[Stored items]

● ● ●

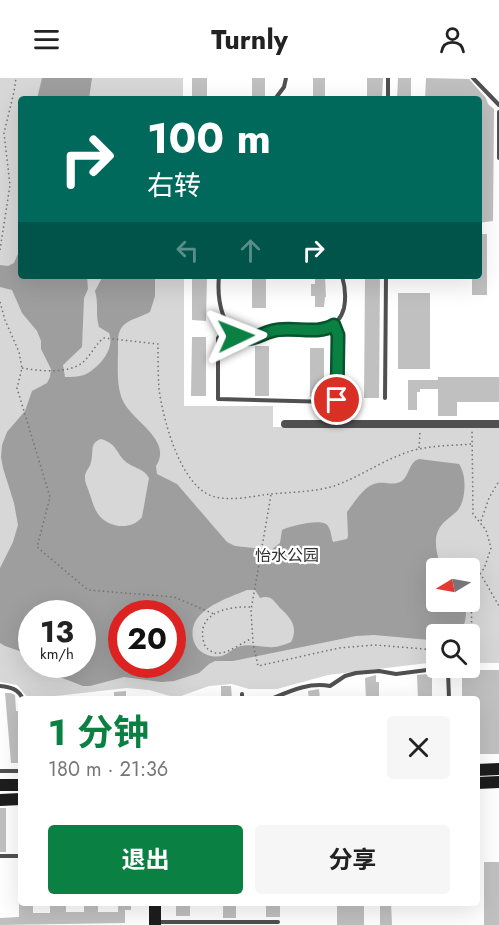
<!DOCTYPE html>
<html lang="zh">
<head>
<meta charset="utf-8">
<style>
	:root { --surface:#fff; --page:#f6f6f6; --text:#222; --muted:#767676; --accent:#0b8043 }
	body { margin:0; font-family:Jost,"Noto Sans SC",sans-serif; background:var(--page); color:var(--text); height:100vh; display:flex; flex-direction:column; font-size:22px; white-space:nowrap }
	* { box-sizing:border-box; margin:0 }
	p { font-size:20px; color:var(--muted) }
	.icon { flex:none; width:33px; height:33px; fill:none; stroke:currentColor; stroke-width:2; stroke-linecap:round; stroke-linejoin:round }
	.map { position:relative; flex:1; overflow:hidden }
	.side { position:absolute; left:18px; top:618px; width:462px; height:210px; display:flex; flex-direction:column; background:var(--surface); border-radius:6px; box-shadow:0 6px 24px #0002 }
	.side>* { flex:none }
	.banner { position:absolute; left:18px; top:18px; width:464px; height:183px; border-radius:6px; box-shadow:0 6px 24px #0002; background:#00695c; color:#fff; overflow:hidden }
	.needle { width:39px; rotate:260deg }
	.tools { position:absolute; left:426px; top:480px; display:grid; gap:12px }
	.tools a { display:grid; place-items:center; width:54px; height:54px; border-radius:6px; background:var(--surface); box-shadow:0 6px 24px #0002; font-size:30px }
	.speed { position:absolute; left:18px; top:522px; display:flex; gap:12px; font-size:30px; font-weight:700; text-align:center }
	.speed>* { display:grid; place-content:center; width:78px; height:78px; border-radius:50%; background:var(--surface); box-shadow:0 6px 24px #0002; line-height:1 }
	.speed small { font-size:15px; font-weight:400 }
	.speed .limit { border:9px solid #d22; background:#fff; color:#111 }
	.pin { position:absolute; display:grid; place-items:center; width:51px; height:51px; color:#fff; margin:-26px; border:3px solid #fff; border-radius:50%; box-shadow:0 2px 6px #0007 }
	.me { position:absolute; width:66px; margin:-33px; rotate:88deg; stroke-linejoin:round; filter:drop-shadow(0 0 4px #0008) }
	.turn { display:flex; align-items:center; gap:21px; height:126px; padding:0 30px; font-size:27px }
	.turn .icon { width:78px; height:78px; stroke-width:2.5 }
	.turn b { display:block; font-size:42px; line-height:51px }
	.lanes { display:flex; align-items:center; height:57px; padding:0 30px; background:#0003; justify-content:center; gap:30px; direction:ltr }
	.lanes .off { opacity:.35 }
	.round { display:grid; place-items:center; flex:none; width:63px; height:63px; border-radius:6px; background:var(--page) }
	.summary { display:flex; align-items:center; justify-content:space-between; height:102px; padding:0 30px }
	h1 { font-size:36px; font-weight:700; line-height:45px; color:var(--accent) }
	.button { display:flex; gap:12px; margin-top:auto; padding:12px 30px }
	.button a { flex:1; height:69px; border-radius:6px; background:var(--accent); color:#fff; font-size:24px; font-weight:700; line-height:69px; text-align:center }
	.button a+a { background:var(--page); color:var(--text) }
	header { display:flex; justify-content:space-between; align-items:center; height:78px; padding:0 30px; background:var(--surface); font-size:27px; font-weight:700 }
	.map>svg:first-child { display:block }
	.green { fill:#d7d7d7; fill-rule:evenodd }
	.water { fill:#9e9e9e; fill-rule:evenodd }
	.building { fill:#c0c0c0 }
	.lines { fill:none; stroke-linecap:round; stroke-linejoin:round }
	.path { stroke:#727272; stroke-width:1.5; stroke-dasharray:1.5 3; stroke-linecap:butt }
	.lane { stroke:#505050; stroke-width:4 }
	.street { stroke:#505050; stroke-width:8 }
	.secondary { stroke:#1d1d1d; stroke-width:12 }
	.route-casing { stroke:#07532c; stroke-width:15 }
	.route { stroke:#0b8043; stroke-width:10 }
	.labels { text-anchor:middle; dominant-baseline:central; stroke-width:4.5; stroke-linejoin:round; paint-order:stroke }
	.park-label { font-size:16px; fill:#2e2e2e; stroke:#fff }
</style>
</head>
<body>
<header><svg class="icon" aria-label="menu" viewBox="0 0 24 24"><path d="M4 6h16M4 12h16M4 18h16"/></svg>Turnly<svg class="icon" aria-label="person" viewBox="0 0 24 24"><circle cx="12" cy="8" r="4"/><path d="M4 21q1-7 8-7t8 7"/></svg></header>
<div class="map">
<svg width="499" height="847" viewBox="0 0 499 847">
	<rect width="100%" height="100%" fill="#fff"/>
	<path class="green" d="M0,0H183V21H21V198H184V328H273V349H499V585H470V556H436V584L328,597L277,611H249L232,606L209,608L181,618H170L149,612L127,610L29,621L17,607L0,604ZM436,490H470V524H436ZM32,536H82V586H32ZM122,536H172V586H122Z"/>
	<path class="water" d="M42,0H92L89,21H37Z
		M21,142V198H87L88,211L84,220L82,269L63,287L65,299C72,299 82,299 88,295C101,287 115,270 109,255L99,249C95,236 99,226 95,213L103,198H155V218L150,234C143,238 131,241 125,246C117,252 118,263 118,272C118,288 116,308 123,323C133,344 173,362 156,388L157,396L177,406L227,464L235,468L271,472L280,465L282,452C290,448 318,441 326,446C331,449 331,459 333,464L347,461L348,458L347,434C355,424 364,407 378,405C386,404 394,408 402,403C410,397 408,385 419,381L459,386C467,397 466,422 458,432C452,439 442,443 438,453C433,464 438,479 441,490H436V524H466C466,536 467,547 458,556H436V562H430L374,557L356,558L233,583H215L209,586L199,595L174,603L161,604L124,599L90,608H83L52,596L42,587L82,586V536H32L31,577L5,568L0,565V490L13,464L18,447L14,425L3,390L1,379L2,367L7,354L25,333L32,313L47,305L50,299L51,291L41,271V263L37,253L22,235L12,212L0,209V187L8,188L14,185L18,176ZM101,361C119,366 116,378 129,386C137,391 144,391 149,400L142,439C131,453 108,450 98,436C93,429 92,421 89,414C88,410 85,405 85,401C84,394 90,390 91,384C94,374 89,365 101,361ZM247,512H255L260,520C271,517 273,522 280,530C290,539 299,549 291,564C284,567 276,570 269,569C260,569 251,566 241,568C229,571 227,581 211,578C203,576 197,572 194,564C184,533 226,521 247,512ZM122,536H172V586H122Z"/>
	<path class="building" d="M192,0H207V21H192Z
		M252,0H265V21H252Z
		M313,0H325V21H313Z
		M367,0H383L382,21H367Z
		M398,0H411V21H397Z
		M426,0L469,1L486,20L488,26L494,31L493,143L478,145V21H425Z
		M478,156H487V217H472V198H478Z
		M192,198H207L206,243L192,242Z
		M252,198H266V230H252Z
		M315,198H325L326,219H325L324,229H315V218H311V206H315Z
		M365,198H380L379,320H364Z
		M398,215H430V291H398Z
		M192,259H206V318H191Z
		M255,268H269V318H255Z
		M310,270H324V319H310Z
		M438,299H499V324H457V338H438V311H420V314H417V332H408V302H438Z
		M462,592H499V676H477V621H462Z
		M428,596L429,599H432V620L418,621L417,597Z
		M376,597V604H379V621H366L365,600Z
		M221,608H231L232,621H221Z
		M319,611L320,621H309L308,613Z
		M126,613V621H114V614Z
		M5,615H11L15,617L16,633H20L21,685H11Z
		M0,730H6V774H0Z
		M484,784H499V847H484Z
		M19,825H33V835H50V825H66V834H84V825H98V834H118V825H131V832H125V845L0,847V840L19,839Z
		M176,825H190V838H176Z
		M223,825H236V840H223Z
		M266,825H280V839H266Z
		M337,825H364V847H337Z
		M380,825H391L392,847H380Z"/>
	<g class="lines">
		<path class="path" d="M0,172L10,107L4,55L14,14L16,0
			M0,224L5,242L19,274L22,290L17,310L50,419L37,469L88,512L174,519L214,536
			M22,290C38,293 68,296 82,285C91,278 95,266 104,260L158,266C158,281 158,296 159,311C163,341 180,407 212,418C231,424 252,418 271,416C292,414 314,414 334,408C357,400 377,386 400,377C422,367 448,368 472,366
			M419,370L420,354
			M271,417L251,532L253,565L258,588L339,570L375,567L436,572
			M481,443L489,420L499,403
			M480,495L499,528
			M250,529C226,528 193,536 205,568C219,585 236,567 251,561
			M470,574H472L471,500L484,491L491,470L486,452L473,436L472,353"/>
		<path class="lane" d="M473,0L499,27
			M275,21L284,9L286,0
			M388,21V0
			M499,34V80
			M219,198C217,219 221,241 235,258C253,266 263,254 280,252C303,249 336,261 344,230C346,220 345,208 342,198
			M228,248L218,260V321L332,324L337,322V257L334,247
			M385,320L386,198
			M0,608C11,609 18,611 23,621
			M242,616V621
			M271,621C290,613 309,604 330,608L345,598L356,595L379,593L396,596L435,591L448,593L449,621
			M0,693H21
			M0,778H21
			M159,844H278"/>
		<path class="street" d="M285,346H499"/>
		<path class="secondary" d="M477,692L499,691
			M477,705L499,704
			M0,707H21
			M0,722L21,721
			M155,825V847"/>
	</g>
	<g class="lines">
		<g class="route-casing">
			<path id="route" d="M236,258C250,265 258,257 272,253C291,247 316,258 334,247L338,257L337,322"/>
		</g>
		<use href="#route" class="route"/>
	</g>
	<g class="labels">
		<g class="park-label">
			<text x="287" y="477">怡水公园</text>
		</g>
	</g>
</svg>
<div class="tools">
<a><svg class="needle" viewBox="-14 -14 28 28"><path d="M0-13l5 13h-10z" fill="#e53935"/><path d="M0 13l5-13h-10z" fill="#767676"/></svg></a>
<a><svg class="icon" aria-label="search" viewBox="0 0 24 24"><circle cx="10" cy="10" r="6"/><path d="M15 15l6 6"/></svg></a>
</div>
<div class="speed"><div>13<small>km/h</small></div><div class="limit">20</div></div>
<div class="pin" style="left:337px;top:322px;background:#d93025"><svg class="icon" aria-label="arrive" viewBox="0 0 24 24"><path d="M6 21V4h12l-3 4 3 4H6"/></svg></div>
<svg class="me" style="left:236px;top:258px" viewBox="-20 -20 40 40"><path d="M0-17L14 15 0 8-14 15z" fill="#0b8043" stroke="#fff" stroke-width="4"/></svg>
<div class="banner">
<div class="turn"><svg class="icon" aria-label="right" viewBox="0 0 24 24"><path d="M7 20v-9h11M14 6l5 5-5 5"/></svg><div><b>100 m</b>右转</div></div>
<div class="lanes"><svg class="icon off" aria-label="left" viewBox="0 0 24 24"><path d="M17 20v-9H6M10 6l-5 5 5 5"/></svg><svg class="icon off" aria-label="ahead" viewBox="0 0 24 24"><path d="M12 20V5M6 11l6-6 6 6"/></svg><svg class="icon" aria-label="right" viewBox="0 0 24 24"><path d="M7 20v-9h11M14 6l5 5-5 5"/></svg></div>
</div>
<section class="side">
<div class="summary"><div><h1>1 分钟</h1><p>180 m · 21:36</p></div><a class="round"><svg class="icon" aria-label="close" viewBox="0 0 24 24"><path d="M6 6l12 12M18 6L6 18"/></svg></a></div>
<div class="button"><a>退出</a><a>分享</a></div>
</section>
</div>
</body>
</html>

● ● ●

» Exercise: Read through the lines above and collect those that contain the string "overflow".

» Completed exercise:
	.map { position:relative; flex:1; overflow:hidden }
	.banner { position:absolute; left:18px; top:18px; width:464px; height:183px; border-radius:6px; box-shadow:0 6px 24px #0002; background:#00695c; color:#fff; overflow:hidden }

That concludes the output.